JACC: Cardiac MR predicts events in premature ventricular complex cases

Cardiac MR (CMR) is effective for predicting the risk of cardiac events in patients with frequent premature ventricular complexes (PVCs), according to a study published in the Oct. 5 edition of the Journal of the American College of Cardiology.

The study used CMR to observe right ventricle abnormalities (RVAs) and stratify patients’ risks for cardiac events--defined as cardiac death, resuscitated cardiac arrest or appropriate implantable cardiovertor-defibrillator (ICD) shock--based on CMR findings.

This risk stratification also was intended to investigate whether CMR is effective in helping cardiologists differentiate between the similarly manifested but prognostically dissimilar idiopathic right ventricular tachycardia (IRVT), which typically indicates an excellent prognosis, versus the far more risky arrhythmogenic right ventricular cardiomyopathy/dysplasia (ARVC/D), according to lead author Giovanni D. Aquaro, MD, from Fondazione G.Monasterio CNR-Regione Toscana in Pisa, Italy, and colleagues.

CMR is part of the diagnostic workup to differentiate IRVT from ARVC/D, but CMR has come under increasing scrutiny and regulation in the U.S. as government and private insurers have sought to curb overuse of the costly procedure, W. Gregory Hundley, MD, of the Wake Forest University School of Medicine, in Winston-Salem, N.C., wrote in a JACC editorial that accompanied the study.

The study sample included 396 patients (mean age, 33 years) with frequent PVCs  of the left bundle branch block (LBBB) morphology as measured by a PVC count greater than 1000 on a 24 h-Holter electrocardiogram. The researchers excluded patients with any other pre-existing criteria for ARVC/D before administering CMR on all subjects.

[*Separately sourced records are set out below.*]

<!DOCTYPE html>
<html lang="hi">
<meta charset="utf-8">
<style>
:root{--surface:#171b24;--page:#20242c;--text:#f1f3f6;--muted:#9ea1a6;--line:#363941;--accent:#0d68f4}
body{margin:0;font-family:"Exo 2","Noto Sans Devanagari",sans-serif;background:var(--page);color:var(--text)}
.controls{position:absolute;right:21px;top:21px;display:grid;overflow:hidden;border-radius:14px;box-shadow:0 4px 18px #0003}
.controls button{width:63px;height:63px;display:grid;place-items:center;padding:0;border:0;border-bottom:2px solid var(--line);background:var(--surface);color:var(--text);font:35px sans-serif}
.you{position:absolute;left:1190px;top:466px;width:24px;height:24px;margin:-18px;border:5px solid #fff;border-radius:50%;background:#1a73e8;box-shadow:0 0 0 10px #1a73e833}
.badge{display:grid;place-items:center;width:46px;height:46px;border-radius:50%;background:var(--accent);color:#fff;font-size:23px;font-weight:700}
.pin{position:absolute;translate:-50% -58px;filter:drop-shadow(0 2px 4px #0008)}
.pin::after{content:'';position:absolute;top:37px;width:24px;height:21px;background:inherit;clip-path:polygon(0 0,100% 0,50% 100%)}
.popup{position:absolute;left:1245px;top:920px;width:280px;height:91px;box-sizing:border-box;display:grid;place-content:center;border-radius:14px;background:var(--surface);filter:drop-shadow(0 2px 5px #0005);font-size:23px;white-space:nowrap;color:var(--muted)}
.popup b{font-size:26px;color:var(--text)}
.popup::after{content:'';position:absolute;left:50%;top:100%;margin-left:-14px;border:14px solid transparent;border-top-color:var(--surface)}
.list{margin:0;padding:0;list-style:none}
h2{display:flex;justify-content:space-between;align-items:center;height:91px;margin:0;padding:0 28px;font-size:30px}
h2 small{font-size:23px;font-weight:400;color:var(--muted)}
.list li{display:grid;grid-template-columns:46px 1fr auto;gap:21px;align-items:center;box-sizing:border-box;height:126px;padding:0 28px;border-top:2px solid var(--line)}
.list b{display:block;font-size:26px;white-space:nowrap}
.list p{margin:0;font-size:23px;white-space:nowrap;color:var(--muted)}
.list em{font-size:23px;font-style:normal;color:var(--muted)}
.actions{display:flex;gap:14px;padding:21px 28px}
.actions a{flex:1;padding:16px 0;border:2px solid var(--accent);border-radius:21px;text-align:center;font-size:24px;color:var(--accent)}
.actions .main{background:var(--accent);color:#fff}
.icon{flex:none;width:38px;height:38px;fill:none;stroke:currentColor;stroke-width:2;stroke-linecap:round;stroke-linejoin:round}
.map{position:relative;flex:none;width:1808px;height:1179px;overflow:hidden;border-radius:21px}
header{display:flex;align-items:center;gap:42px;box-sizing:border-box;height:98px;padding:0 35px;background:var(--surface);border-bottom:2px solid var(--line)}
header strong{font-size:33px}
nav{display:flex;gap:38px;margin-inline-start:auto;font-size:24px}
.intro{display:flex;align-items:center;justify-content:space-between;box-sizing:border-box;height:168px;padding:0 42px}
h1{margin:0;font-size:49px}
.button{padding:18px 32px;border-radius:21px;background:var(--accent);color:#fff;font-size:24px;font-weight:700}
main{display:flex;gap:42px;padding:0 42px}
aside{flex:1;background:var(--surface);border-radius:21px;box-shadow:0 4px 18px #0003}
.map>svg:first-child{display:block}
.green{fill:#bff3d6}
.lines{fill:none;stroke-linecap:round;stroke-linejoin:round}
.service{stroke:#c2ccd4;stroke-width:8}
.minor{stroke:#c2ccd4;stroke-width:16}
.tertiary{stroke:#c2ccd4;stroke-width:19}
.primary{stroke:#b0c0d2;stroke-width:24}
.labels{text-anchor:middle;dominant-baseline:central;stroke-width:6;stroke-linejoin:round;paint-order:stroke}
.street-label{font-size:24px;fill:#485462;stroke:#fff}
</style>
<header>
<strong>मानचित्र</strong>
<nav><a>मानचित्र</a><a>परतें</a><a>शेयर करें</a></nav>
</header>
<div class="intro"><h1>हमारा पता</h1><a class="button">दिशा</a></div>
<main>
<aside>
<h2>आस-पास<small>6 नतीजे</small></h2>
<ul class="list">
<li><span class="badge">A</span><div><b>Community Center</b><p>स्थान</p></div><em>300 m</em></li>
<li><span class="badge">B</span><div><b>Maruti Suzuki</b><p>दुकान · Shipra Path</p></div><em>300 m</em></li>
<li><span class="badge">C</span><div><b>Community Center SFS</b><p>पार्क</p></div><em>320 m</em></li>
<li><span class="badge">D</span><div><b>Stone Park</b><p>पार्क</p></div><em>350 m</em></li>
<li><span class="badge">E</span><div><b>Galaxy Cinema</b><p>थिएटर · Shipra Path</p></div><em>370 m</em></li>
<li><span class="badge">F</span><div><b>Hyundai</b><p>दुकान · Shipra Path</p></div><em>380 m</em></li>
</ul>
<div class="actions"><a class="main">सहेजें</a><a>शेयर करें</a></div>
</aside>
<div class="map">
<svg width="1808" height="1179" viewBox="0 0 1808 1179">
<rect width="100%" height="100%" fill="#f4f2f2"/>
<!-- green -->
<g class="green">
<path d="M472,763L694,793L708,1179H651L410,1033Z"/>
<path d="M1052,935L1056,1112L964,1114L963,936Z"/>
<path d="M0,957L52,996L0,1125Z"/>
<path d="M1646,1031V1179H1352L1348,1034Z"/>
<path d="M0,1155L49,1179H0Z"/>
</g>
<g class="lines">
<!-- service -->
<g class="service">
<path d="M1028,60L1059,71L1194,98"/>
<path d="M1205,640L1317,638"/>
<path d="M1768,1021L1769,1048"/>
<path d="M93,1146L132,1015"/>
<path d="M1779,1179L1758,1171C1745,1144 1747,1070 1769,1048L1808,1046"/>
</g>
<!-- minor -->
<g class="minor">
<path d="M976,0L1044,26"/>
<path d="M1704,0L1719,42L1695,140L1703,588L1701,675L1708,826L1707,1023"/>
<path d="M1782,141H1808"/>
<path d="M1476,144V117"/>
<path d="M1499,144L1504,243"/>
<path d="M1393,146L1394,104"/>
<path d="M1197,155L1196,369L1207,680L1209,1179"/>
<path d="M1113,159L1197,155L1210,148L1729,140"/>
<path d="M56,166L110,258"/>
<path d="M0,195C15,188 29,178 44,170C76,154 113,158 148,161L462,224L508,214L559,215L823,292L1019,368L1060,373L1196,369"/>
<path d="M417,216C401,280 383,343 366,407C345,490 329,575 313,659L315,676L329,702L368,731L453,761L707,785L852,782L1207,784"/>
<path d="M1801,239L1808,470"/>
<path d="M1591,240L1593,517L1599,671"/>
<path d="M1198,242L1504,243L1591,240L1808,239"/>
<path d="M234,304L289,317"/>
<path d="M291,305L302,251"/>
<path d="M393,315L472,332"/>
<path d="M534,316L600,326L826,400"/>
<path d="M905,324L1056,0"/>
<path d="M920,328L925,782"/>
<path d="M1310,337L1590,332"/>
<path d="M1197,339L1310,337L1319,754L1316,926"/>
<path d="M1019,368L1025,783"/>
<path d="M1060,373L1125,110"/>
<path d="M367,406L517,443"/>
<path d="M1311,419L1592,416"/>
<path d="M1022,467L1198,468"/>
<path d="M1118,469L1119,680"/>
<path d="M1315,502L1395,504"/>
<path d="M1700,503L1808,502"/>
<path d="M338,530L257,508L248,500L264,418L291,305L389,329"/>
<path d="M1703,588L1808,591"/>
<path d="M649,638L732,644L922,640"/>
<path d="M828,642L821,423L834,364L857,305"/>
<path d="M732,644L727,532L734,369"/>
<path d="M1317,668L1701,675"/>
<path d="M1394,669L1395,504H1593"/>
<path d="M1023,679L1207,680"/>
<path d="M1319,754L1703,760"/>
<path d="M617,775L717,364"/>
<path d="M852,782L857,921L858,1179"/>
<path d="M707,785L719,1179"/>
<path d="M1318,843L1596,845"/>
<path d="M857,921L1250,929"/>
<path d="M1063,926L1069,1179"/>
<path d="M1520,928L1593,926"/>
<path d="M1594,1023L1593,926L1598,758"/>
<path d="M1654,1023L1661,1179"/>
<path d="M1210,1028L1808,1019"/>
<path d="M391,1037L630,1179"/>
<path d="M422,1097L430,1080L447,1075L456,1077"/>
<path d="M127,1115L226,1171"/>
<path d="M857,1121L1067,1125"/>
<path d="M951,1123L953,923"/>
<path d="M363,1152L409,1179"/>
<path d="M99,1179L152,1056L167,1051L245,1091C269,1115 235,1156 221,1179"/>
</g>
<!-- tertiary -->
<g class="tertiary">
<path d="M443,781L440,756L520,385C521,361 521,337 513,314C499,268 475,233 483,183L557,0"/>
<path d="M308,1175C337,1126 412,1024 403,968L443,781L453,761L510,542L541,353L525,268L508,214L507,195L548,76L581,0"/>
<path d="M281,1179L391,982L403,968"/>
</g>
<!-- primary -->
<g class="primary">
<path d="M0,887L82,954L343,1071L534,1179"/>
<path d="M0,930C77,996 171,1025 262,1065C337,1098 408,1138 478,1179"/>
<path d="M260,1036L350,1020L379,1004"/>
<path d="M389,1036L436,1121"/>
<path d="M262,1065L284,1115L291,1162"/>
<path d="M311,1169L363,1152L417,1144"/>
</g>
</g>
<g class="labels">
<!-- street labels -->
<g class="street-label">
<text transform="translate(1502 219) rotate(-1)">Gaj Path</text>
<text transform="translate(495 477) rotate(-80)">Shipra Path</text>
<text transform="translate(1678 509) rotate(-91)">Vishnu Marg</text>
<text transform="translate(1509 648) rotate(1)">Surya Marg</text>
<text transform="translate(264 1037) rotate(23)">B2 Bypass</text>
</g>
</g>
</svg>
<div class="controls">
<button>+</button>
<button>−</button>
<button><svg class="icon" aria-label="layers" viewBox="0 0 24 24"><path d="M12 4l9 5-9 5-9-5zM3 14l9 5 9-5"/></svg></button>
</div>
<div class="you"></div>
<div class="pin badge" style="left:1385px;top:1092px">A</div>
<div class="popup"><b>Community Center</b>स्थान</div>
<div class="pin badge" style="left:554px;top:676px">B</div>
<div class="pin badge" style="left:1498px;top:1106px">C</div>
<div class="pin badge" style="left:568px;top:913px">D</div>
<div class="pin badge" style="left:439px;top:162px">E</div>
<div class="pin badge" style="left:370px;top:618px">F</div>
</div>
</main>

Patients were then divided into three groups based on the identification of task force diagnostic criteria for ARVC/D discovered in CMR. The task force criteria included: wall motion abnormalities, RV dilation or RV ejection fraction lower than 50 percent. The three groups included RVA-1, which consisted of patients presenting only one right ventricle abnormality; RVA-2, which consisted of patients manifesting two or more task force criteria abnormalities; and the third group exhibiting no abnormalities.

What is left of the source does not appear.